Es hora de
rectificar políticas obsoletas contra Cuba
GRANMA, CUBA 240303 -José A. de la Osa
¿Quiénes son los principales culpables del secuestro por elementos terroristas de una aeronave cubana el pasado día 19 que fue llevada a territorio norteamericano?... En primer lugar, aquellos que inventaron los secuestros de los aviones, ocasionando un daño terrible a la humanidad y la pérdida de no se sabe cuántas vidas, y también aquellos que durante 44 años no han sancionado a un solo secuestrador de avión o de barco salido de nuestras fronteras, pese a la ejemplar conducta de Cuba.
Lo anterior está contenido en una intervención especial realizada el sábado por el Comandante en Jefe Fidel Castro, al analizar los sucesos del pasado 19, en que un avión DC-3 cubano que viajaba de Nueva Gerona, en la Isla de la Juventud, hacia La Habana, fue desviado por elementos terroristas con 37 personas a bordo, y también la posterior conducta de autoridades estadounidenses. Horas antes de la comparecencia, el Jefe de la Revolución recibió a 16 de los viajeros de la aeronave secuestrada que regresaron a La Habana por el aeropuerto internacional José Martí.
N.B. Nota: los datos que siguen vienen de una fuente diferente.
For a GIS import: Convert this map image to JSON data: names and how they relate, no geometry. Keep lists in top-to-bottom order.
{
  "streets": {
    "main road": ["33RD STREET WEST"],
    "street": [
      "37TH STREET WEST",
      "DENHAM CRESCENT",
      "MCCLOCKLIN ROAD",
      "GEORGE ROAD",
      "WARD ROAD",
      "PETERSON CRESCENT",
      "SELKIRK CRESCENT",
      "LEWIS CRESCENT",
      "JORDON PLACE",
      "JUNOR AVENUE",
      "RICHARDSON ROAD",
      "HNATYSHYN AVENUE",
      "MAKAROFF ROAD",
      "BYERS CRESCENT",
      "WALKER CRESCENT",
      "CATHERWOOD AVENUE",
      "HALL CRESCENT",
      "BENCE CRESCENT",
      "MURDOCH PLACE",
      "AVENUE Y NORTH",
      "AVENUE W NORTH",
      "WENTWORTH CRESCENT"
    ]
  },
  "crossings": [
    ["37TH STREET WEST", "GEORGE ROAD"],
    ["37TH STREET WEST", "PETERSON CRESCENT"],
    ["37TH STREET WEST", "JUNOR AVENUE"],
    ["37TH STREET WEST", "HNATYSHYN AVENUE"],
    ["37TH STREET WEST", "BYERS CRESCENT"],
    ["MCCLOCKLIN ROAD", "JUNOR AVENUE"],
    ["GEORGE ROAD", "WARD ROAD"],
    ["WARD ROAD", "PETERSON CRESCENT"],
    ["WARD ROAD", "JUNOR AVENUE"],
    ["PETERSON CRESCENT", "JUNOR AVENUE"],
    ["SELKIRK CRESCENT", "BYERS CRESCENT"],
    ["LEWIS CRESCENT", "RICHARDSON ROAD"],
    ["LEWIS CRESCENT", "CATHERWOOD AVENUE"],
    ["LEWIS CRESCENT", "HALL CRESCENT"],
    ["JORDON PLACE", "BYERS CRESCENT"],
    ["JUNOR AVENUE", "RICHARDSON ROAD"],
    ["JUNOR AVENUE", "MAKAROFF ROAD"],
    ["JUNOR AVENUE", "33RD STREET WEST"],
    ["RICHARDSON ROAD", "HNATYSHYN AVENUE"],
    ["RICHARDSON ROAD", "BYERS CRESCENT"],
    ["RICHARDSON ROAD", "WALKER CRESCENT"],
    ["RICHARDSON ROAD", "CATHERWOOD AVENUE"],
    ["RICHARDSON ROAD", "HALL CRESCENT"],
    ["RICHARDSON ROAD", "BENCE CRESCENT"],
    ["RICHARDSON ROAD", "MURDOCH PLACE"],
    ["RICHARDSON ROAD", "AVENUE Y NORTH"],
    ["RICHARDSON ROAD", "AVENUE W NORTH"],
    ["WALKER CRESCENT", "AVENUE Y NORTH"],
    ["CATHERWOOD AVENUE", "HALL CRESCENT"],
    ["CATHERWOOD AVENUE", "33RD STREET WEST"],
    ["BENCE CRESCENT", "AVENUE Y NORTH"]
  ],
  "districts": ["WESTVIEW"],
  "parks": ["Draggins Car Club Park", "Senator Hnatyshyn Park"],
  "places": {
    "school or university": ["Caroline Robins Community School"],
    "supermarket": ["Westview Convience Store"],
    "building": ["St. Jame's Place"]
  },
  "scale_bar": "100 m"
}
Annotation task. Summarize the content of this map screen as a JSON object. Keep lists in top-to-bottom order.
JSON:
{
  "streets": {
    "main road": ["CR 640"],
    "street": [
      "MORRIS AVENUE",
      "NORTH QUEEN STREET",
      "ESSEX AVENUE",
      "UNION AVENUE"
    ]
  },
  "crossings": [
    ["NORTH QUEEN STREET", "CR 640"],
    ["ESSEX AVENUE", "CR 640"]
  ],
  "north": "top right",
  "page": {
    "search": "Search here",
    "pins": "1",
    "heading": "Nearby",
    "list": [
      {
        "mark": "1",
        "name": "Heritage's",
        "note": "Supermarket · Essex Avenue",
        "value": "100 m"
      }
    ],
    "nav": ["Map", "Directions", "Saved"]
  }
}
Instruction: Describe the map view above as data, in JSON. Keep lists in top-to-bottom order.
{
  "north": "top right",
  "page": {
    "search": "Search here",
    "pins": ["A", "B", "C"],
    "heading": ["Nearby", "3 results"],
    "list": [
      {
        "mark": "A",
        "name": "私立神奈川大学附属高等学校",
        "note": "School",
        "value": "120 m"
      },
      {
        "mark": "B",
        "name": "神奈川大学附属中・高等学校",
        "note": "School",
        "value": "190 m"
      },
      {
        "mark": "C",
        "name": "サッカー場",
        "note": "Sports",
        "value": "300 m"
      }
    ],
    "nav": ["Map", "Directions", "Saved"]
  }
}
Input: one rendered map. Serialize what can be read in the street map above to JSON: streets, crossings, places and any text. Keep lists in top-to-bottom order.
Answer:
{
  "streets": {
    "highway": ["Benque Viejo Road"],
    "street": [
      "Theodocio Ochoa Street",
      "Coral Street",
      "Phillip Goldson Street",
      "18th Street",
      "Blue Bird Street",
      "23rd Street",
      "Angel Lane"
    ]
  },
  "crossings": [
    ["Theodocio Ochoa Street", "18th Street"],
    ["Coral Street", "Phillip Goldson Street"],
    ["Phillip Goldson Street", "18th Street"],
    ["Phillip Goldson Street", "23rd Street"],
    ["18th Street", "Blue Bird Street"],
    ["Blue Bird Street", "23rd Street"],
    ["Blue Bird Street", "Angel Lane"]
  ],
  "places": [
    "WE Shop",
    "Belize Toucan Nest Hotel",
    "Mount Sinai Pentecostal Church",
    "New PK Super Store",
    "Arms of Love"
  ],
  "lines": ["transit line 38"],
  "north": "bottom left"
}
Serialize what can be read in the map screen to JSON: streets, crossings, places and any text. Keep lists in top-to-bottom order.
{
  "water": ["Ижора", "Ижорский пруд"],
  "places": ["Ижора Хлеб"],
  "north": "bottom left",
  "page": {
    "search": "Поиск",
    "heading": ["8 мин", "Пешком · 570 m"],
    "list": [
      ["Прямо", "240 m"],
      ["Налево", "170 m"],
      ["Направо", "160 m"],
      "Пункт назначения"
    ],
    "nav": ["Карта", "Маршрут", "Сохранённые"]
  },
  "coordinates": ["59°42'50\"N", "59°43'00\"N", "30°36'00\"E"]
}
En sus palabras, indicó que nuestro país había propuesto a los EE.UU. convenios contra el tráfico de drogas, de inmigrantes y otros, pero no se ha llegado a acuerdos porque el Gobierno de aquel país tiene la presión de la gusanera y los terroristas de Miami.
¿Por qué se dan esos actos terroristas? Porque son recibidos inmediatamente en territorio norteamericano como héroes, sirven de materia prima para la propaganda contra Cuba, y porque existe una Ley de Ajuste Cubano hace 37 años, llamada con razón "ley asesina", que ha costado miles de vidas cubanas.
Señaló que muy recientemente han llegado a Estados Unidos con embarcaciones y aviones tomados a la fuerza y los terroristas que cometen estos actos andan sueltos y paseando por las calles. Es la seguridad total de la impunidad y los privilegios y ventajas que les da esa Ley, denunció.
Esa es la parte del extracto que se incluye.